Autoimmune pancreatitis is a rare but important cause of pancreatitis that is becoming increasingly recognized in the West. Lymphoplasmacytic sclerosing pancreatitis (LPSP) is a benign form of chronic pancreatitis characterized clinically by infrequent attacks of abdominal pain, jaundice, and weight loss, and pathologically by focal or diffuse chronic or lymphoplasmacytic inflammatory infiltrates centered around pancreatic ducts and ductules, accompanied by obliterative phlebitis, acinar atrophy, and interstitial fibrosis. It has been described alone or as a part of the spectrum of autoimmune gallbladder and biliary tract disease, with clinical, radiological, and pathological overlap reported with primary sclerosing cholangitis.

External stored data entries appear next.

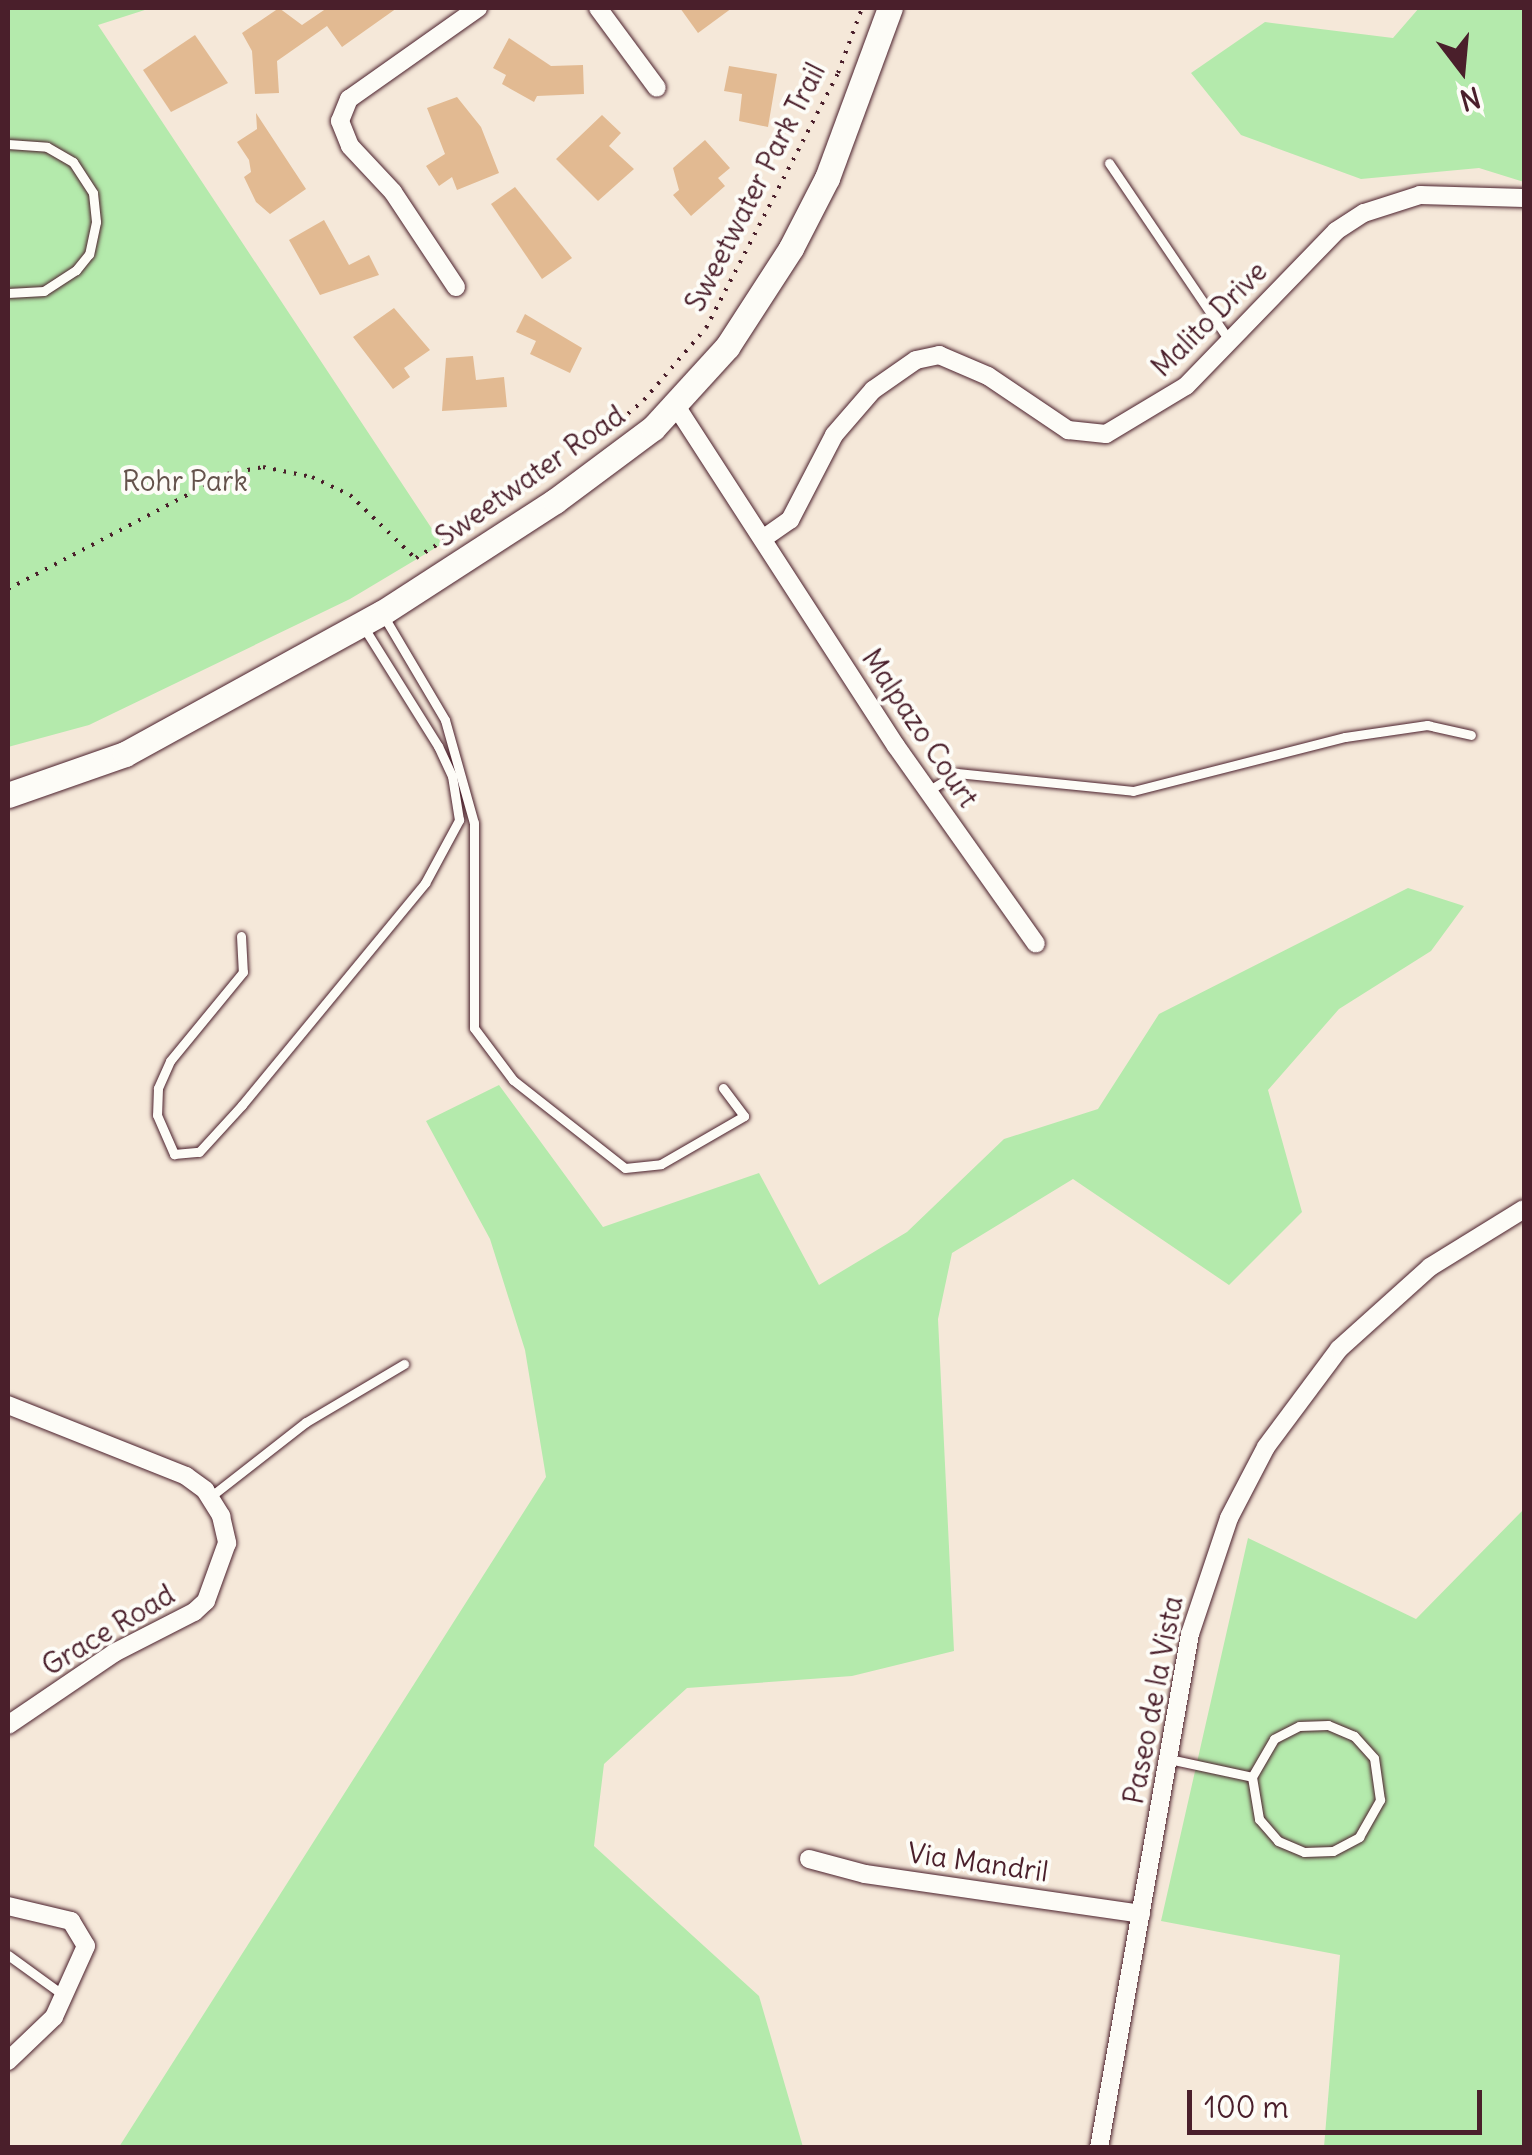 <!DOCTYPE html>
<style>
body{margin:0}
#map{position:relative;width:1532px;height:2155px;overflow:hidden;background:#f5e8d9;font-family:Delius,sans-serif}
div>[style]{position:absolute}
.green>*{inset:0;background:#b4eaac}
.building>*{inset:0;background:#e2ba92}
.path>*{height:4px;margin-top:-2px;transform-origin:0;background:repeating-linear-gradient(90deg,#4a1f2b 0 2.5px,transparent 0 10.5px)}
.roads{filter:drop-shadow(0 0 2px #4a1f2b) drop-shadow(0 0 2px #4a1f2b)}
.lane>*{height:9px;margin:-4.5px;padding:0 4.5px;transform-origin:4.5px;border-radius:4.5px;background:#fdfcf7}
.street>*{height:18px;margin:-9px;padding:0 9px;transform-origin:9px;border-radius:9px;background:#fdfcf7}
.secondary>*{height:25px;margin:-12.5px;padding:0 12.5px;transform-origin:12.5px;border-radius:12.5px;background:#fdfcf7}
span{translate:-50% -50%;white-space:nowrap;text-align:center;line-height:1.15;-webkit-text-stroke:8px #fdfcf7;paint-order:stroke}
.street-label{font-size:28px;color:#4a1f2b}
.park-label{font-size:28px;color:#64524b}
.frame{position:absolute;inset:0;border:10px solid #4a1f2b;pointer-events:none}
.north{position:absolute;left:1412px;top:20px;width:100px;height:100px;-webkit-text-stroke:8px #fdfcf7;paint-order:stroke;rotate:164deg;font-size:28px;font-weight:700;line-height:40px;text-align:center;color:#4a1f2b}
.north::after{content:'';display:block;margin:auto;width:35px;height:45px;background:#4a1f2b;clip-path:polygon(50% 0,100% 100%,50% 72%,0 100%)}
.scale{position:absolute;left:1187px;top:2090px;width:295px;height:45px;box-sizing:border-box;border:5px solid #4a1f2b;border-top:0;padding-left:12px;font-size:30px;line-height:35px;white-space:nowrap;color:#4a1f2b;-webkit-text-stroke:8px #fdfcf7;paint-order:stroke}
</style>
<div id="map">
<div class="green">
<div style="clip-path:polygon(8px 8px,151px 8px,98px 25px,442px 544px,350px 599px,89px 725px,8px 747px)"></div>
<div style="clip-path:polygon(1419px 8px,1524px 8px,1524px 182px,1479px 168px,1361px 179px,1241px 135px,1191px 73px,1265px 22px,1393px 38px)"></div>
<div style="clip-path:polygon(1408px 888px,1464px 906px,1431px 951px,1339px 1009px,1268px 1090px,1302px 1212px,1229px 1285px,1073px 1179px,952px 1253px,938px 1319px,954px 1651px,852px 1676px,687px 1688px,604px 1764px,594px 1846px,759px 1996px,803px 2147px,119px 2147px,546px 1477px,525px 1350px,490px 1239px,426px 1121px,499px 1085px,603px 1227px,759px 1173px,819px 1285px,907px 1232px,1004px 1139px,1098px 1109px,1159px 1014px)"></div>
<div style="clip-path:polygon(1524px 1509px,1524px 2147px,1324px 2147px,1340px 1955px,1161px 1921px,1248px 1538px,1416px 1619px)"></div>
</div>
<div class="building">
<div style="clip-path:polygon(279px 8px,302px 25px,327px 8px,397px 8px,342px 47px,327px 26px,277px 61px,279px 93px,255px 94px,252px 51px,242px 33px)"></div>
<div style="clip-path:polygon(680px 8px,732px 8px,698px 33px)"></div>
<div style="clip-path:polygon(195px 35px,228px 83px,171px 112px,143px 70px)"></div>
<div style="clip-path:polygon(509px 38px,551px 66px,583px 65px,584px 94px,537px 96px,534px 102px,502px 84px,506px 75px,493px 68px)"></div>
<div style="clip-path:polygon(729px 66px,777px 74px,768px 127px,739px 121px,742px 94px,724px 91px)"></div>
<div style="clip-path:polygon(457px 97px,481px 127px,499px 173px,457px 190px,452px 177px,439px 186px,426px 166px,445px 154px,427px 108px)"></div>
<div style="clip-path:polygon(256px 113px,306px 189px,270px 214px,256px 202px,244px 177px,251px 172px,249px 160px,237px 142px,257px 129px)"></div>
<div style="clip-path:polygon(602px 115px,621px 133px,609px 146px,634px 169px,598px 201px,556px 159px)"></div>
<div style="clip-path:polygon(705px 140px,730px 168px,718px 178px,725px 186px,691px 216px,673px 195px,679px 190px,673px 168px)"></div>
<div style="clip-path:polygon(515px 187px,572px 258px,542px 279px,491px 204px)"></div>
<div style="clip-path:polygon(324px 220px,349px 265px,369px 255px,379px 275px,320px 295px,289px 240px)"></div>
<div style="clip-path:polygon(394px 308px,430px 350px,404px 368px,410px 377px,393px 389px,353px 337px)"></div>
<div style="clip-path:polygon(525px 314px,582px 348px,570px 373px,530px 354px,536px 341px,516px 332px)"></div>
<div style="clip-path:polygon(473px 356px,476px 380px,504px 377px,507px 407px,442px 411px,446px 358px)"></div>
</div>
<div class="path">
<div style="left:596px;top:441px;width:63px;rotate:-40.5deg"></div>
<div style="left:644px;top:400px;width:95px;rotate:-49.3deg"></div>
<div style="left:706px;top:328px;width:287px;rotate:-62.6deg"></div>
<div style="left:838px;top:73px;width:69px;rotate:-69.7deg"></div>
<div style="left:416px;top:558px;width:175px;rotate:-32.4deg"></div>
<div style="left:8px;top:589px;width:247px;rotate:-27.7deg"></div>
<div style="left:227px;top:474px;width:37px;rotate:-11deg"></div>
<div style="left:263px;top:467px;width:50px;rotate:11.5deg"></div>
<div style="left:312px;top:477px;width:42px;rotate:25.3deg"></div>
<div style="left:350px;top:495px;width:93px;rotate:44.1deg"></div>
</div>
<div class="roads">
<div class="lane">
<div style="left:8px;top:144px;width:39px;rotate:4deg"></div>
<div style="left:47px;top:147px;width:30px;rotate:30deg"></div>
<div style="left:73px;top:162px;width:37px;rotate:57deg"></div>
<div style="left:93px;top:193px;width:29px;rotate:84deg"></div>
<div style="left:96px;top:222px;width:33px;rotate:102deg"></div>
<div style="left:89px;top:254px;width:21px;rotate:129deg"></div>
<div style="left:76px;top:270px;width:38px;rotate:147deg"></div>
<div style="left:44px;top:291px;width:36px;rotate:177deg"></div>
<div style="left:1109px;top:163px;width:212px;rotate:55.9deg"></div>
<div style="left:383px;top:615px;width:122px;rotate:59.4deg"></div>
<div style="left:445px;top:720px;width:107px;rotate:74.3deg"></div>
<div style="left:474px;top:823px;width:205px;rotate:90deg"></div>
<div style="left:474px;top:1028px;width:65px;rotate:53.1deg"></div>
<div style="left:513px;top:1080px;width:142px;rotate:38.2deg"></div>
<div style="left:625px;top:1168px;width:36px;rotate:-6deg"></div>
<div style="left:661px;top:1164px;width:96px;rotate:-30deg"></div>
<div style="left:744px;top:1116px;width:35px;rotate:-127deg"></div>
<div style="left:928px;top:791px;width:34px;rotate:-32deg"></div>
<div style="left:957px;top:773px;width:177px;rotate:5.8deg"></div>
<div style="left:1133px;top:791px;width:219px;rotate:-14.3deg"></div>
<div style="left:1345px;top:737px;width:83px;rotate:-8.3deg"></div>
<div style="left:1427px;top:725px;width:45px;rotate:12.8deg"></div>
<div style="left:241px;top:936px;width:36px;rotate:87deg"></div>
<div style="left:243px;top:972px;width:115px;rotate:129.4deg"></div>
<div style="left:170px;top:1061px;width:30px;rotate:114deg"></div>
<div style="left:158px;top:1088px;width:27px;rotate:92deg"></div>
<div style="left:157px;top:1115px;width:43px;rotate:66.4deg"></div>
<div style="left:174px;top:1154px;width:25px;rotate:-5deg"></div>
<div style="left:199px;top:1152px;width:64px;rotate:-47.5deg"></div>
<div style="left:242px;top:1105px;width:288px;rotate:-50.5deg"></div>
<div style="left:425px;top:883px;width:72px;rotate:-61.6deg"></div>
<div style="left:459px;top:820px;width:45px;rotate:-99deg"></div>
<div style="left:452px;top:776px;width:33px;rotate:-115deg"></div>
<div style="left:438px;top:746px;width:142px;rotate:-122deg"></div>
<div style="left:210px;top:1497px;width:122px;rotate:-38deg"></div>
<div style="left:306px;top:1422px;width:114px;rotate:-30.6deg"></div>
<div style="left:1169px;top:1759px;width:85px;rotate:12.2deg"></div>
<div style="left:1252px;top:1777px;width:43px;rotate:80.5deg"></div>
<div style="left:1259px;top:1819px;width:29px;rotate:49deg"></div>
<div style="left:1278px;top:1841px;width:28px;rotate:23deg"></div>
<div style="left:1304px;top:1852px;width:29px;rotate:-2deg"></div>
<div style="left:1333px;top:1851px;width:30px;rotate:-28deg"></div>
<div style="left:1359px;top:1837px;width:43px;rotate:-60.4deg"></div>
<div style="left:1380px;top:1800px;width:42px;rotate:-98.1deg"></div>
<div style="left:1374px;top:1758px;width:30px;rotate:-132deg"></div>
<div style="left:1354px;top:1736px;width:28px;rotate:-157deg"></div>
<div style="left:1328px;top:1725px;width:29px;rotate:178deg"></div>
<div style="left:1299px;top:1726px;width:28px;rotate:153deg"></div>
<div style="left:1274px;top:1739px;width:44px;rotate:120.1deg"></div>
<div style="left:8px;top:1955px;width:68px;rotate:36deg"></div>
</div>
<div class="street">
<div style="left:598px;top:8px;width:99px;rotate:53.6deg"></div>
<div style="left:456px;top:287px;width:114px;rotate:-123.6deg"></div>
<div style="left:393px;top:192px;width:63px;rotate:-133.1deg"></div>
<div style="left:350px;top:146px;width:27px;rotate:-112deg"></div>
<div style="left:340px;top:121px;width:24px;rotate:-68deg"></div>
<div style="left:349px;top:99px;width:158px;rotate:-35.2deg"></div>
<div style="left:676px;top:406px;width:405px;rotate:57.1deg"></div>
<div style="left:896px;top:746px;width:242px;rotate:54.7deg"></div>
<div style="left:764px;top:538px;width:32px;rotate:-35deg"></div>
<div style="left:790px;top:520px;width:96px;rotate:-62.6deg"></div>
<div style="left:834px;top:435px;width:60px;rotate:-49.1deg"></div>
<div style="left:873px;top:390px;width:52px;rotate:-34.9deg"></div>
<div style="left:916px;top:360px;width:24px;rotate:-12deg"></div>
<div style="left:939px;top:355px;width:53px;rotate:23.2deg"></div>
<div style="left:988px;top:376px;width:97px;rotate:34deg"></div>
<div style="left:1068px;top:430px;width:38px;rotate:6deg"></div>
<div style="left:1106px;top:434px;width:93px;rotate:-31deg"></div>
<div style="left:1186px;top:386px;width:216px;rotate:-45.9deg"></div>
<div style="left:1336px;top:231px;width:33px;rotate:-33deg"></div>
<div style="left:1364px;top:213px;width:59px;rotate:-17.8deg"></div>
<div style="left:1420px;top:195px;width:104px;rotate:1.7deg"></div>
<div style="left:8px;top:1405px;width:192px;rotate:21.7deg"></div>
<div style="left:186px;top:1476px;width:24px;rotate:36deg"></div>
<div style="left:205px;top:1490px;width:31px;rotate:58deg"></div>
<div style="left:221px;top:1516px;width:28px;rotate:77deg"></div>
<div style="left:227px;top:1543px;width:62px;rotate:109.9deg"></div>
<div style="left:206px;top:1601px;width:16px;rotate:137deg"></div>
<div style="left:194px;top:1612px;width:90px;rotate:152.9deg"></div>
<div style="left:114px;top:1653px;width:128px;rotate:145.8deg"></div>
<div style="left:809px;top:1859px;width:58px;rotate:15deg"></div>
<div style="left:865px;top:1874px;width:279px;rotate:8.2deg"></div>
<div style="left:8px;top:1906px;width:65px;rotate:13.4deg"></div>
<div style="left:71px;top:1921px;width:29px;rotate:59deg"></div>
<div style="left:86px;top:1946px;width:78px;rotate:114.3deg"></div>
<div style="left:54px;top:2017px;width:64px;rotate:136.3deg"></div>
<div style="left:1099px;top:2148px;width:522px;rotate:-79.96deg"></div>
<div style="left:1190px;top:1634px;width:122px;rotate:-71.4deg"></div>
<div style="left:1229px;top:1518px;width:80px;rotate:-62.5deg"></div>
<div style="left:1266px;top:1447px;width:122px;rotate:-53.3deg"></div>
<div style="left:1339px;top:1349px;width:122px;rotate:-42deg"></div>
<div style="left:1430px;top:1267px;width:110px;rotate:-31.7deg"></div>
</div>
<div class="secondary">
<div style="left:8px;top:795px;width:124px;rotate:-19.3deg"></div>
<div style="left:125px;top:754px;width:293px;rotate:-28.8deg"></div>
<div style="left:382px;top:613px;width:206px;rotate:-32.9deg"></div>
<div style="left:555px;top:501px;width:122px;rotate:-36.7deg"></div>
<div style="left:653px;top:428px;width:110px;rotate:-47.6deg"></div>
<div style="left:727px;top:347px;width:118px;rotate:-57.1deg"></div>
<div style="left:791px;top:248px;width:79px;rotate:-62.8deg"></div>
<div style="left:827px;top:178px;width:181px;rotate:-69.7deg"></div>
</div>
</div>
<div class="street-label">
<span style="left:755px;top:187px;rotate:-63deg">Sweetwater Park Trail</span>
<span style="left:1209px;top:319px;rotate:-45deg">Malito Drive</span>
<span style="left:530px;top:476px;rotate:-35deg">Sweetwater Road</span>
<span style="left:920px;top:728px;rotate:56deg">Malpazo Court</span>
<span style="left:108px;top:1630px;rotate:-31deg">Grace Road</span>
<span style="left:1153px;top:1700px;rotate:-79deg">Paseo de la Vista</span>
<span style="left:978px;top:1862px;rotate:8deg">Via Mandril</span>
</div>
<div class="park-label">
<span style="left:185px;top:481px">Rohr Park</span>
</div>
<div class="frame"></div>
<div class="north">N</div>
<div class="scale">100 m</div>
</div>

It has been described as "primary sclerosing pancreatitis," "sclerosing cholangitis," "non-alcoholic duct destructive chronic pancreatitis," and "autoimmune pancreatitis." We report a case of LPSP that mimicked pancreatic adenocarcinoma and was subsequently treated with a pylorus-preserving Whipple procedure. This may point towards a primary biliary autoimmune process involving the pancreatic duct, causing a benign form of chronic pancreatitis that may be difficult to characterize pre-operatively to avoid surgery. This case typifies the growing awareness of this relatively recently characterized clinical entity, its similar presentation to pancreatic carcinoma, and the importance for LPSP to be included in the differential diagnosis of pancreaticobiliary disease. Finally, we review the literature.